BioISO: an objective-oriented application for assisting the curation of genome-scale metabolic models

Abstract

As the reconstruction of Genome-Scale Metabolic Models becomes standard practice in systems biology, the number of organisms having at least one metabolic model at the genome-scale is peaking at an unprecedented scale. The automation of several laborious tasks, such as gap-finding and gap-filling, allowed to develop GSMMs for poorly described organisms. However, such models quality can be compromised by the automation of several steps, which may lead to erroneous phenotype simulations.

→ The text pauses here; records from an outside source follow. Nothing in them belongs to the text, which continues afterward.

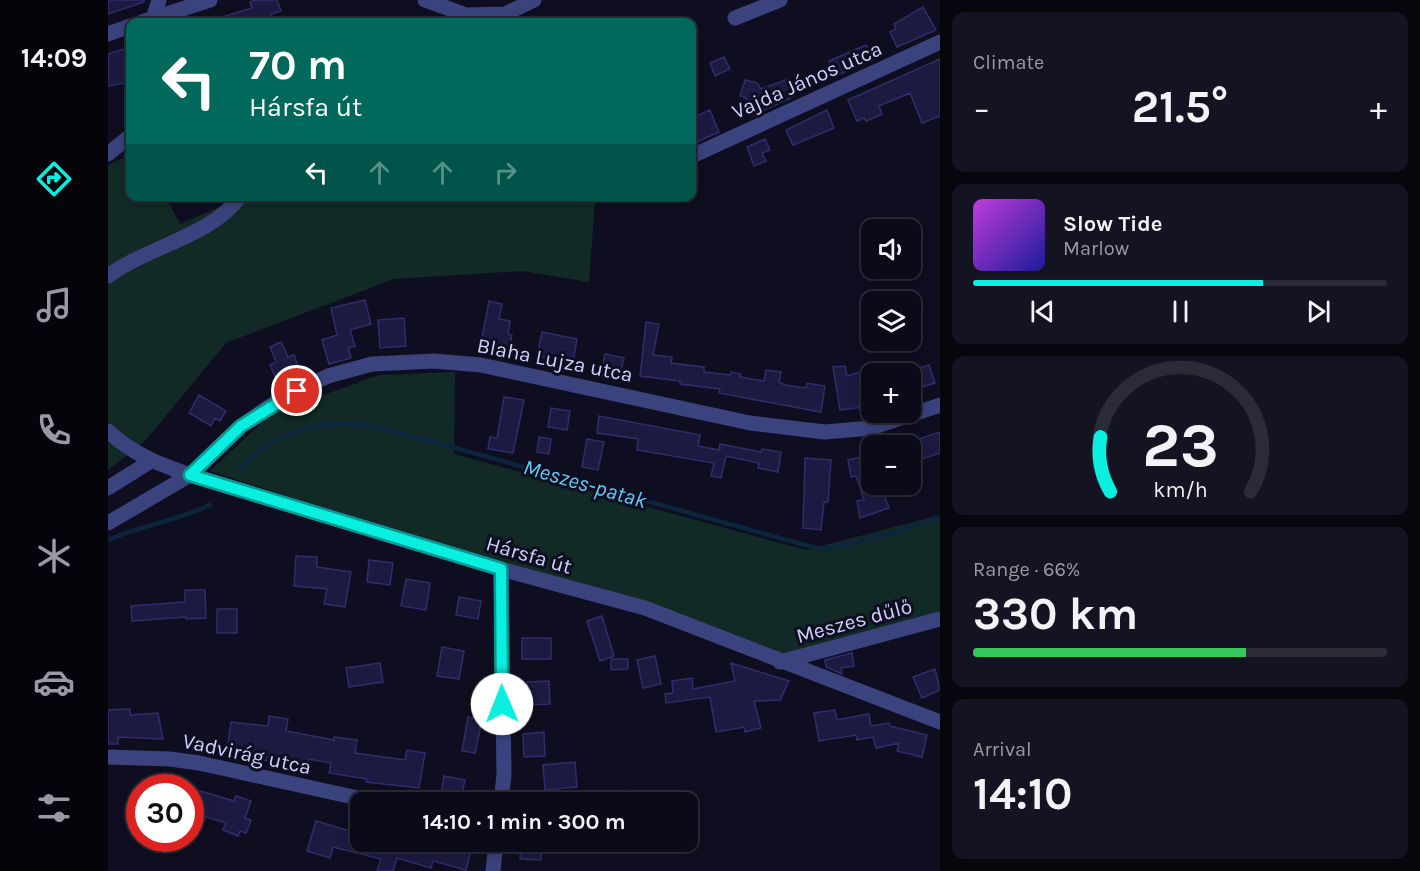 <!DOCTYPE html>
<html lang="en">
<head>
<meta charset="utf-8">
<style>
  body { margin:0; font-family:Karla,sans-serif; background:#131321; color:#f1f3f6; height:100vh; display:flex; flex-direction:column; font-size:22px; white-space:nowrap }
  * { box-sizing:border-box; margin:0 }
  p { font-size:20px; color:#999aa2 }
  .icon { flex:none; width:33px; height:33px; fill:none; stroke:currentColor; stroke-width:2; stroke-linecap:round; stroke-linejoin:round }
  .map { position:relative; flex:1; overflow:hidden }
  .sheet { display:flex; flex-direction:column; gap:12px; padding:12px; background:#06060d; width:480px }
  .sheet>* { flex:none }
  .guide { position:absolute; left:18px; top:18px; width:570px; height:183px; border-radius:12px; box-shadow:0 3px 15px #0003,0 0 0 2px #2a2b37; background:#00695c; color:#fff; overflow:hidden }
  .controls { position:absolute; left:753px; top:219px; display:grid; gap:12px }
  .controls a { display:grid; place-items:center; width:60px; height:60px; border-radius:12px; background:#0a0a18; box-shadow:0 3px 15px #0003,0 0 0 2px #2a2b37; font-size:30px }
  .speed { position:absolute; left:18px; top:774px; display:flex; gap:12px; font-size:30px; font-weight:700; text-align:center }
  .speed>* { display:grid; place-content:center; width:78px; height:78px; border-radius:50%; background:#0a0a18; box-shadow:0 3px 15px #0003,0 0 0 2px #2a2b37; line-height:1 }
  .speed .limit { border:9px solid #d22; background:#fff; color:#111 }
  .pin { position:absolute; display:grid; place-items:center; width:51px; height:51px; color:#fff; margin:-26px; border:3px solid #fff; border-radius:50%; box-shadow:0 2px 6px #0007 }
  .me { position:absolute; width:66px; margin:-33px; rotate:359deg; stroke-linejoin:round; filter:drop-shadow(0 0 4px #0008) }
  .turn { display:flex; align-items:center; gap:21px; height:126px; padding:0 24px; font-size:27px }
  .turn .icon { width:78px; height:78px; stroke-width:2.5 }
  .turn b { display:block; font-size:42px; line-height:51px }
  .lanes { display:flex; align-items:center; height:57px; padding:0 24px; background:#0003; justify-content:center; gap:30px; direction:ltr }
  .lanes .off { opacity:.35 }
  .big { font-size:45px; font-weight:700; line-height:1.1 }
  .sheet .widget { flex:1; display:flex; flex-direction:column; justify-content:center; gap:9px; min-width:0; padding:0 21px; border-radius:12px; background:#131321 }
  .sheet .dial { align-items:center; gap:0 }
  .dial svg { height:156px; overflow:visible; fill:none; stroke:#2a2b37; stroke-width:7; stroke-linecap:round; text-anchor:middle }
  .dial text { fill:#f1f3f6; stroke:none }
  .song { display:flex; align-items:center; gap:18px }
  .cover { width:72px; height:72px; border-radius:9px; background:linear-gradient(135deg,hsl(290 70% 55%),hsl(240 70% 35%)) }
  .played { height:6px; border-radius:3px; background:linear-gradient(90deg,#09efe0 70%,#2a2b37 70%) }
  .keys { display:flex; justify-content:space-around; direction:ltr }
  .heat { display:flex; justify-content:space-between; align-items:center; font-size:33px; direction:ltr }
  .charge { height:9px; border-radius:4px; background:linear-gradient(90deg,#34c759 66%,#2a2b37 0) }
  .trip { position:absolute; left:242px; top:792px; width:348px; height:60px; border-radius:12px; background:#0a0a18; box-shadow:0 3px 15px #0003,0 0 0 2px #2a2b37; font-weight:700; line-height:60px; text-align:center }
  main { display:flex; flex:1; min-height:0 }
  .dock { display:flex; flex-direction:column; width:108px; justify-content:space-around; align-items:center; background:#04040a; color:#999aa2 }
  .dock .icon { width:42px; height:42px }
  .dock .selected { color:#09efe0 }
  .dock b { font-size:27px; color:#f1f3f6 }
  .map>svg:first-child { display:block }
</style>
</head>
<body>
<main>
<nav class="dock">
<b>14:09</b>
<svg class="icon selected" aria-label="directions" viewBox="0 0 24 24"><path d="M12 3l9 9-9 9-9-9zM9 14v-3h6M13 9l2 2-2 2"/></svg>
<svg class="icon" aria-label="music" viewBox="0 0 24 24"><path d="M9 18V5l10-2v13"/><circle cx="6" cy="18" r="3"/><circle cx="16" cy="16" r="3"/></svg>
<svg class="icon" aria-label="phone" viewBox="0 0 24 24"><path d="M5 4h4l2 5-3 2q2 4 5 5l2-3 5 2v4C11 20 4 13 5 4z"/></svg>
<svg class="icon" aria-label="climate" viewBox="0 0 24 24"><path d="M12 3v18M4 7l16 10M4 17L20 7"/></svg>
<svg class="icon" aria-label="car" viewBox="0 0 24 24"><path d="M5 17H2v-5l4-1 3-4h7l3 4 3 1v5h-3M9 17h6M6 11h13"/><circle cx="7" cy="17" r="2"/><circle cx="17" cy="17" r="2"/></svg>
<svg class="icon" aria-label="filters" viewBox="0 0 24 24"><path d="M4 7h16M4 17h16"/><circle cx="9" cy="7" r="2"/><circle cx="15" cy="17" r="2"/></svg>
</nav>
<div class="map">
<svg width="832" height="871" viewBox="0 0 832 871">
  <rect width="100%" height="100%" fill="#0e0e20"/>
  <path fill="#112a25" d="M22,155V196L58,197L72,224L134,197H485L487,202L481,282L414,271L286,279L118,343L38,440L0,470V165Z
    M347,372L346,454L698,550L832,515V617L670,656L102,471L163,414L271,375Z"/>
  <g fill="none" stroke-linecap="round" stroke-linejoin="round">
    <path stroke="#0b253c" stroke-width="4.5" d="M131,471C143,454 160,443 179,435C230,415 264,426 315,439L715,550L781,534L832,518
      M0,540C33,525 69,521 102,505"/>
  </g>
  <path fill="#1c1a40" stroke="#2f2d6b" stroke-width="1.5" d="M0,0H36V2L0,14Z
    M148,0H169L173,11L163,14L166,22H104V20L144,8L142,2Z
    M815,7L828,30L789,47L782,32L788,29L786,24Z
    M758,45L765,60L727,76L721,61Z
    M22,47V82L0,86V54Z
    M616,57L622,69L607,76L602,63Z
    M832,59V116L814,123L802,93L771,106L774,114L758,121L756,118L749,121L740,100Z
    M680,79L687,96L645,115L637,97L632,96L637,80L649,83L653,89Z
    M602,110L611,132L584,144V118Z
    M719,110L726,128L685,145L678,130Z
    M657,139L662,150L654,153L658,161L646,166L639,147Z
    M257,300L263,324L242,330L247,346L240,348L243,358L221,364L214,340L229,335L223,308Z
    M381,301L394,304L391,319L402,321L400,334L404,335L401,349L373,343Z
    M296,318L298,346L272,348L270,320Z
    M538,322L551,324L545,355L564,357L563,363L596,367V372L622,375L623,372L633,374L632,377L656,381L658,370L673,372L671,382L677,385L698,388L699,383L717,386L713,412L611,393L612,389L572,384V381L532,376Z
    M434,332L469,339L465,363L429,356Z
    M173,342L180,357L186,355L194,375L171,385L162,365L168,362L162,347Z
    M497,354L516,358L512,373L494,369Z
    M821,365L827,383L807,389L802,371Z
    M737,366L739,376L764,368V406L732,410L725,367Z
    M91,395L118,411L112,421L107,418L103,426L81,413Z
    M396,397L416,400L405,453L380,449L382,437L389,438Z
    M443,408L462,411L459,430L440,427Z
    M491,416L592,435L590,446L611,450L612,444L653,452L654,449L673,452L670,472L650,468L651,463L618,456L613,478L603,476L606,463L529,450L530,439L489,433Z
    M832,432V453L802,463V442Z
    M431,437L443,439L441,454L429,452Z
    M479,439L496,442L490,470L474,467Z
    M764,454V484H772L781,508L752,518L749,501L756,500L748,476L743,477L740,460Z
    M697,458L723,460L720,502H716L713,530L695,528Z
    M188,556L209,557V567L243,572L237,607L216,604L219,589L186,586Z
    M261,560L285,563L282,585L259,582Z
    M298,579L322,583L318,610L293,606Z
    M77,590H97L98,618L78,619V617L24,621L23,606L77,602Z
    M351,597L373,601L370,619L348,615Z
    M109,609H129V633H109Z
    M494,616L506,656L492,661L479,621Z
    M414,638H443V659H414Z
    M334,647L356,651L351,679L329,676Z
    M744,653L746,666L733,668L734,674L718,667L717,660Z
    M547,656L553,684L535,688L529,660Z
    M503,659H520V669L503,670Z
    M272,663L275,682L241,687L238,668Z
    M623,663L681,681L672,700L646,701L653,728L637,732L636,727L608,732L602,697L558,703L557,694L565,693L564,681L584,678L585,689L627,681Z
    M827,669L832,690L814,698L805,677Z
    M441,681L442,704L420,705L419,682Z
    M22,709V715L50,713L55,739L10,737V744H0V710Z
    M727,710L729,720L761,714L763,726L781,723L782,726L819,735L814,757L789,751L791,743L768,748L765,737L749,740L748,735L711,741L706,713Z
    M161,716L180,719L178,731L226,740V737L249,740L247,753L297,760L299,750L317,753L311,788L258,782L259,779L221,773L223,763L201,759L199,766L172,763L154,760L155,755L119,750L123,722L160,726Z
    M360,717L374,720L367,753L354,751Z
    M436,732L437,756L416,757L415,734Z
    M467,762L469,787L437,790L435,765Z
    M336,776L357,780L352,802L332,799Z
    M31,789H32V828L18,823Z
    M522,790L525,802H489L488,798Z
    M92,791L126,801L128,796L143,801L137,818L143,820L138,833L132,831L130,836L115,830L118,823L85,813Z
    M208,821L252,834V842H344L364,847L358,870L325,861L323,868L289,858L285,871H269L273,859L225,847L222,858L199,851Z
    M413,842H434L433,860L412,859Z"/>
  <g fill="none" stroke-linecap="round" stroke-linejoin="round">
    <path stroke="#3a437d" stroke-width="15" d="M317,0L358,15L397,14L426,0
      M627,18L672,0
      M45,19L51,0
      M34,22L102,0
      M0,34L22,26
      M0,154L22,136
      M584,156L832,42
      M0,276C38,247 105,236 132,196
      M0,431C24,454 51,464 82,475L393,569L537,608L832,722
      M0,488L43,461
      M0,523L82,475L133,426L174,398L220,376L264,364L326,361L373,365L642,423L717,432L763,428L832,405
      M672,662L832,619
      M0,757L62,759L91,763L268,802
      M393,802L396,775L393,569
      M385,871L388,842"/>
  </g>
  <g fill="none" stroke-linecap="round" stroke-linejoin="round">
    <defs>
      <path id="route" d="M189,391L133,426L82,475L393,569L394,704"/>
    </defs>
    <use href="#route" stroke="#069b92" stroke-width="15"/>
    <use href="#route" stroke="#09efe0" stroke-width="10"/>
  </g>
  <g text-anchor="middle" dominant-baseline="central" stroke-width="6" stroke-linejoin="round" paint-order="stroke">
    <g font-size="21" fill="#cfd1fd" stroke="#0e0e20">
      <text transform="translate(699 80) rotate(-24)">Vajda János utca</text>
      <text transform="translate(447 360) rotate(11)">Blaha Lujza utca</text>
      <text transform="translate(421 555) rotate(16)">Hársfa út</text>
      <text transform="translate(746 621) rotate(-15)">Meszes dűlő</text>
      <text transform="translate(139 754) rotate(12)">Vadvirág utca</text>
    </g>
    <g font-size="22" font-style="italic" fill="#61ccf9" stroke="#0e0e20">
      <text transform="translate(477 484) rotate(16)">Meszes-patak</text>
    </g>
  </g>
</svg>
<div class="controls">
<a><svg class="icon" aria-label="sound" viewBox="0 0 24 24"><path d="M4 9h4l5-4v14l-5-4H4zM17 9q2 3 0 6"/></svg></a>
<a><svg class="icon" aria-label="layers" viewBox="0 0 24 24"><path d="M12 4l9 5-9 5-9-5zM3 14l9 5 9-5"/></svg></a>
<a>+</a>
<a>−</a>
</div>
<div class="speed"><div class="limit">30</div></div>
<div class="pin" style="left:189px;top:391px;background:#d93025"><svg class="icon" aria-label="arrive" viewBox="0 0 24 24"><path d="M6 21V4h12l-3 4 3 4H6"/></svg></div>
<svg class="me" style="left:394px;top:704px" viewBox="-20 -20 40 40"><circle r="19" fill="#fff"/><path d="M0-13L10 11 0 6-10 11z" fill="#09efe0"/></svg>
<div class="trip">14:10 · 1 min · 300 m</div>
<div class="guide">
<div class="turn"><svg class="icon" aria-label="left" viewBox="0 0 24 24"><path d="M17 20v-9H6M10 6l-5 5 5 5"/></svg><div><b>70 m</b>Hársfa út</div></div>
<div class="lanes"><svg class="icon" aria-label="left" viewBox="0 0 24 24"><path d="M17 20v-9H6M10 6l-5 5 5 5"/></svg><svg class="icon off" aria-label="ahead" viewBox="0 0 24 24"><path d="M12 20V5M6 11l6-6 6 6"/></svg><svg class="icon off" aria-label="ahead" viewBox="0 0 24 24"><path d="M12 20V5M6 11l6-6 6 6"/></svg><svg class="icon off" aria-label="right" viewBox="0 0 24 24"><path d="M7 20v-9h11M14 6l5 5-5 5"/></svg></div>
</div>
</div>
<section class="sheet">
<div class="widget"><p>Climate</p>
<div class="heat"><a>−</a><b class="big">21.5°</b><a>+</a></div>
</div>
<div class="widget">
<div class="song"><i class="cover"></i><div><b>Slow Tide</b><p>Marlow</p></div></div>
<div class="played"></div>
<div class="keys"><svg class="icon" aria-label="previous" viewBox="0 0 24 24"><path d="M18 5L8 12l10 7zM5 5v14"/></svg><svg class="icon" aria-label="pause" viewBox="0 0 24 24"><path d="M8 5v14M16 5v14"/></svg><svg class="icon" aria-label="next" viewBox="0 0 24 24"><path d="M6 5l10 7-10 7zM19 5v14"/></svg></div>
</div>
<div class="widget dial"><svg viewBox="0 0 100 80">
<path d="M14 69A42 42 0 1 1 86 69"/>
<path d="M14 69A42 42 0 0 1 9 41" stroke="#09efe0"/>
<text x="50" y="56" font-size="32" font-weight="700">23</text>
<text x="50" y="72" font-size="11">km/h</text>
</svg></div>
<div class="widget"><p>Range · 66%</p><b class="big">330 km</b><div class="charge"></div></div>
<div class="widget"><p>Arrival</p><b class="big">14:10</b></div>
</section>
</main>
</body>
</html>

The Biological networks constraint-based In Silico Optimization (BioISO) is a computational tool aimed at accelerating the reconstruction of Genome-Scale Metabolic Models. This tool facilitates the manual curation steps by reducing the large search spaces often met when debugging in silico biological models. BioISO uses a recursive relation-like algorithm and Flux Balance Analysis to evaluate and guide debugging of in silico phenotype simulations. The potential of BioISO to guide the debugging of model reconstructions was showcased using GSMMs available in literature and compared with the results of two other state-of-the-art gap-filling tools (Meneco and fastGapFill). Furthermore, BioISO was used as Menecos gap-finding algorithm to reduce the number of proposed solutions (reaction sets) for filling the gaps.